However, apart from his curiosity and interest in this wild, waspish desert camp, Lex had by chance discovered, on the very day of his arrival, a far more important reason why he was glad he had come to Geerusalem. As he was driving his high-powered roadster up the main street his eye alighted on a modest little signboard nailed above a tiny store, crowded between two large adobe buildings. It read: “Mrs. Agatha Liggs, Dry Goods.”
He had read that modest little sign, with a thrill of joy. There could be but one Agatha Liggs in the whole wide world, he told himself, and that was the dear little woman whom he had known far back in his boyhood days—the mother of his chum and pal, Jerome Liggs.

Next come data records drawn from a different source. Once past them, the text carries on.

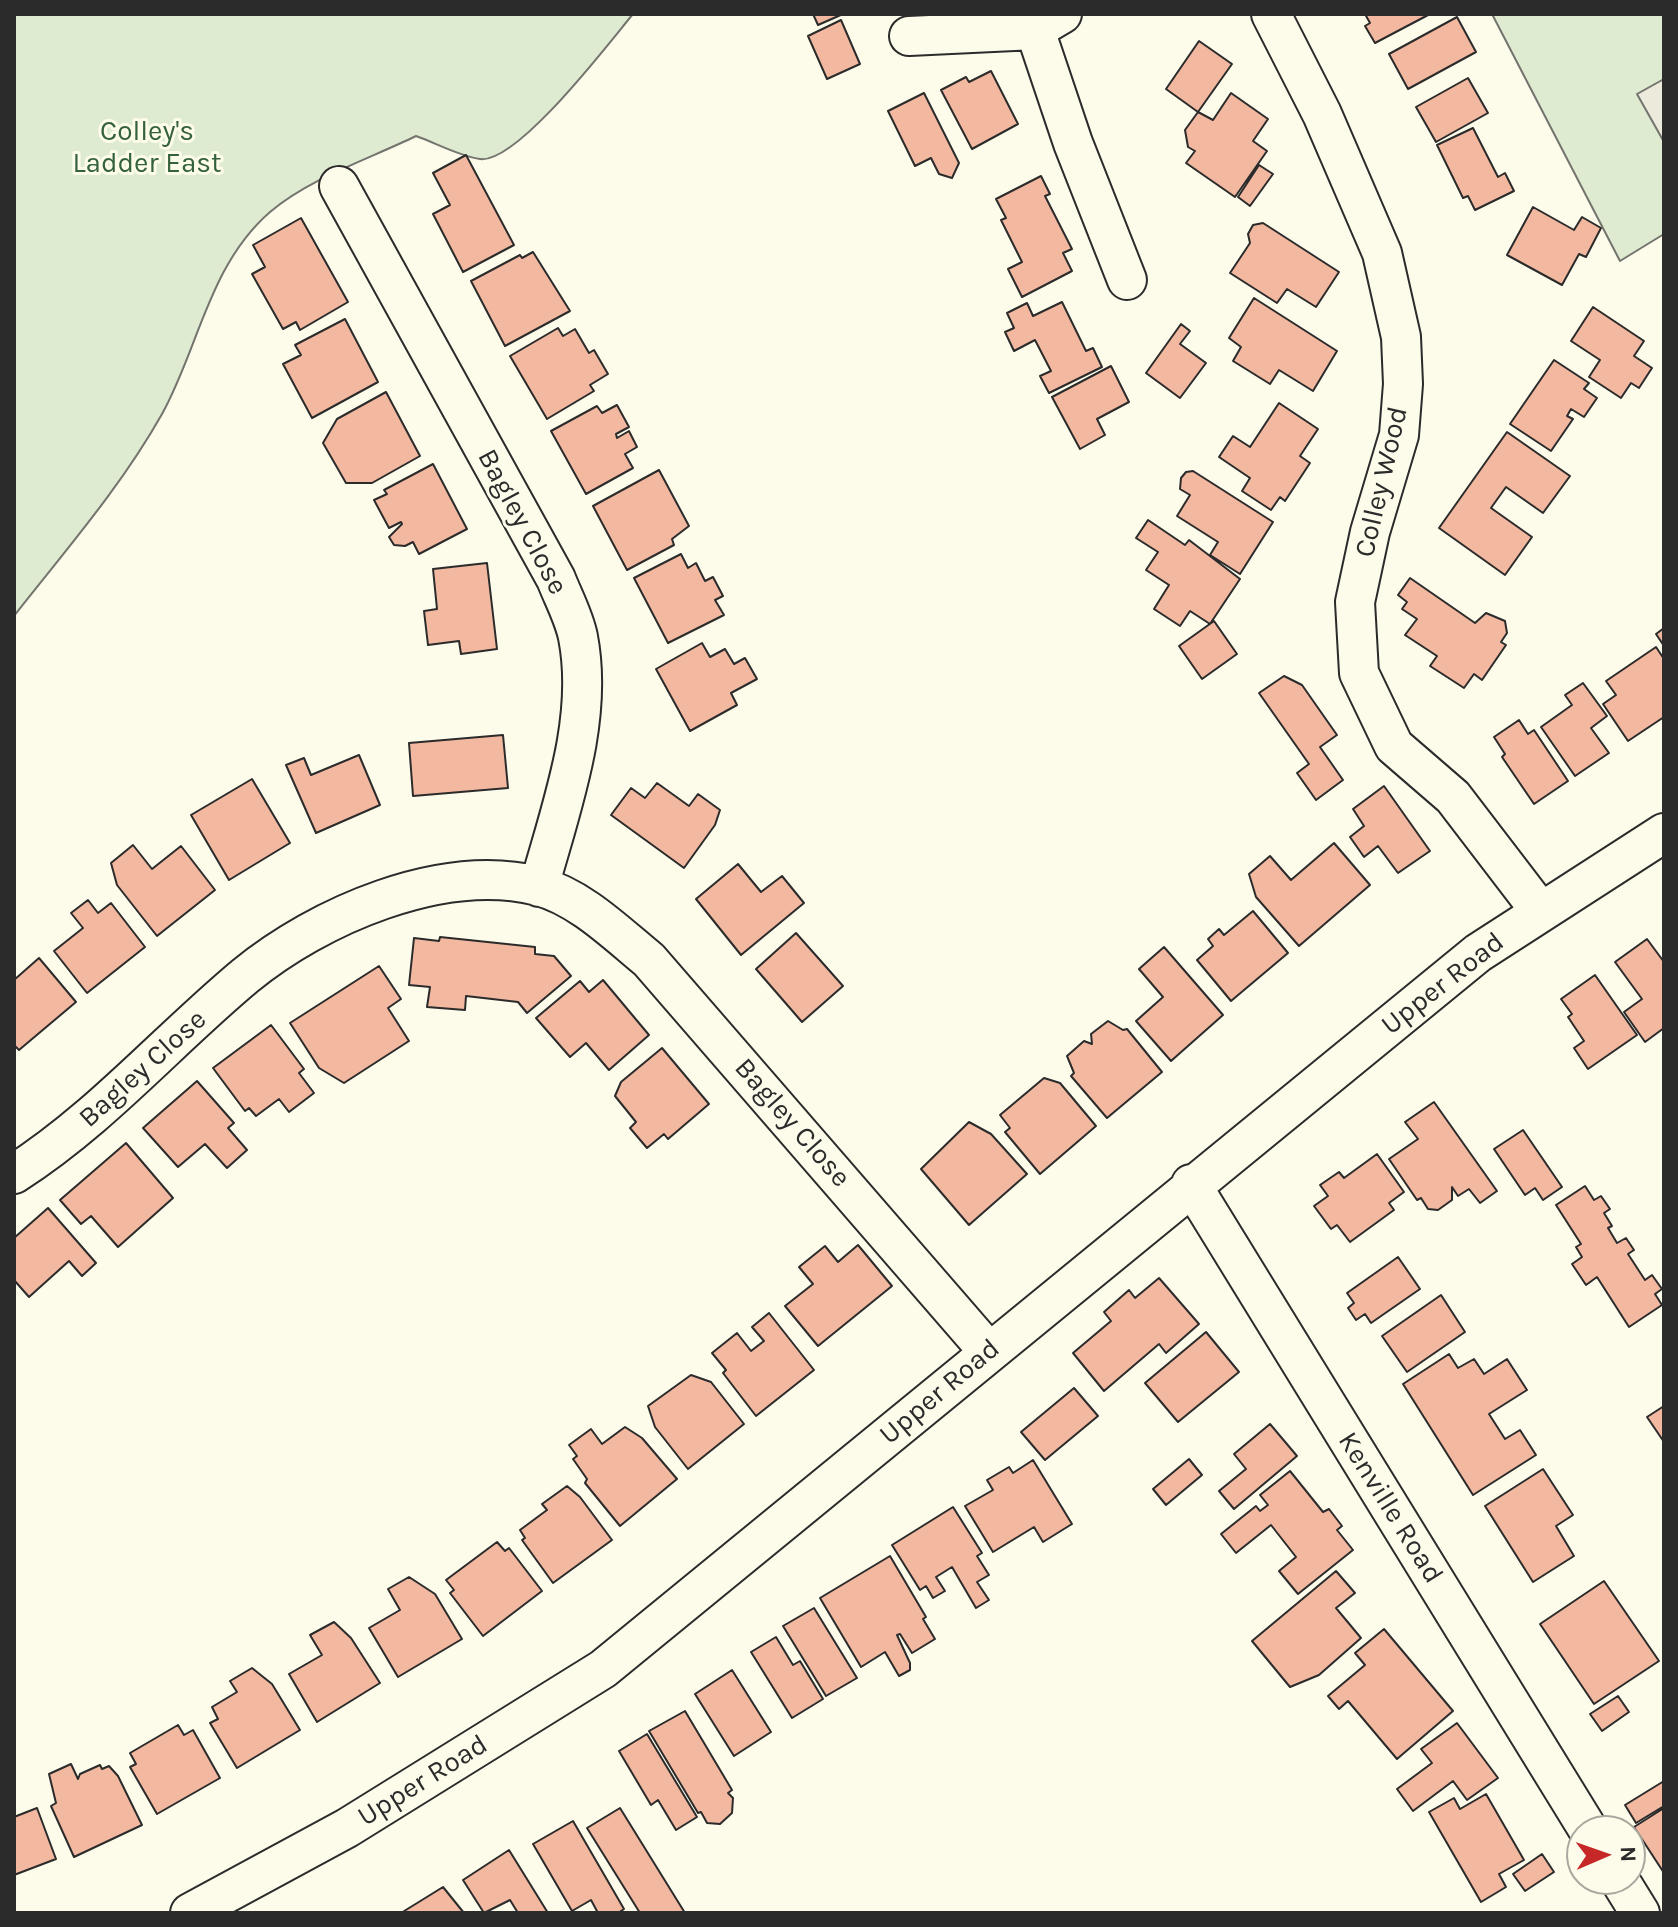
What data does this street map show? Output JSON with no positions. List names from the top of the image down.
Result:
{
  "streets": {
    "street": [
      "Colley Wood",
      "Bagley Close",
      "Upper Road",
      "Kenville Road"
    ]
  },
  "crossings": [
    ["Colley Wood", "Upper Road"],
    ["Bagley Close", "Upper Road"],
    ["Upper Road", "Kenville Road"]
  ],
  "parks": ["Colley's Ladder East"],
  "north": "right"
}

His earliest memory of Mrs. Liggs and her son dated back to when he was five years old, living in the archaic town of San José, with his parents, during the dark period of his father’s striving to rise out of the rut of clerkship. The two families had been next-door neighbors for a number of years, and he remembered Jerome’s father as a big jovial man, who used to drive a truck by day and play cards with the elder Sangerly by night.
Jerome and Lex attended the same school. Mrs. Liggs’ son was a sturdy, fearless youngster, the dunce of his class. Lex, on the other hand, was timid and delicate, studious and a star scholar. Singularly enough, they had formed a great friendship, perhaps because of their very contrariness of character one to the other and their natural tendency to lean on each other, as it were. Lex never really knew how many times doughty Jerome had stepped in and thrashed a boy bully for him, but he did know that these services more than amply repaid him for the innumerable times that he had helped his champion with problems in arithmetic, grammar, spelling, and the rest of the educational mysteries. Nor could he ever remember the number of occasions he had shared Jerome’s bed overnight; nor had he ever forgotten the countless fat slices of Mrs. Liggs’ pumpkin pie he had devoured.

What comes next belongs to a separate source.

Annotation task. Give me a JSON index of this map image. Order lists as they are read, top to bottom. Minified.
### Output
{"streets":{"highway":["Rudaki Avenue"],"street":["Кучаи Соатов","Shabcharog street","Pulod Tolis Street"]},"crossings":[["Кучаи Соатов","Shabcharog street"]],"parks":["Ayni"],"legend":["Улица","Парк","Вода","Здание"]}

Up to the age of twelve, this Damon-Pythias comradeship had continued uninterruptedly. Then came the day when Sangerly, senior, had invented a cold-storage system that had promptly found marked favor with the Mohave & Southwestern Railroad, with the result that, besides purchasing his patents, it employed him to oversee the installation of the apparatus in its refrigerator cars.
In the years following the departure of the Sangerlys from San José, the Liggs’ family had dropped out of sight. Lex had once heard from a mutual friend that Jerome’s father had been killed in an accident, and that the widow had moved to the southern part of the State. But though he had never found out what had become of him, he always retained a tender memory of his boy chum, and there seemed nothing that could ever blot out his respect for the lowly pumpkin pie. Now here at last, he had suddenly discovered, in this uproarious frontier settlement of Geerusalem, of all places, the motherly little Mrs. Liggs.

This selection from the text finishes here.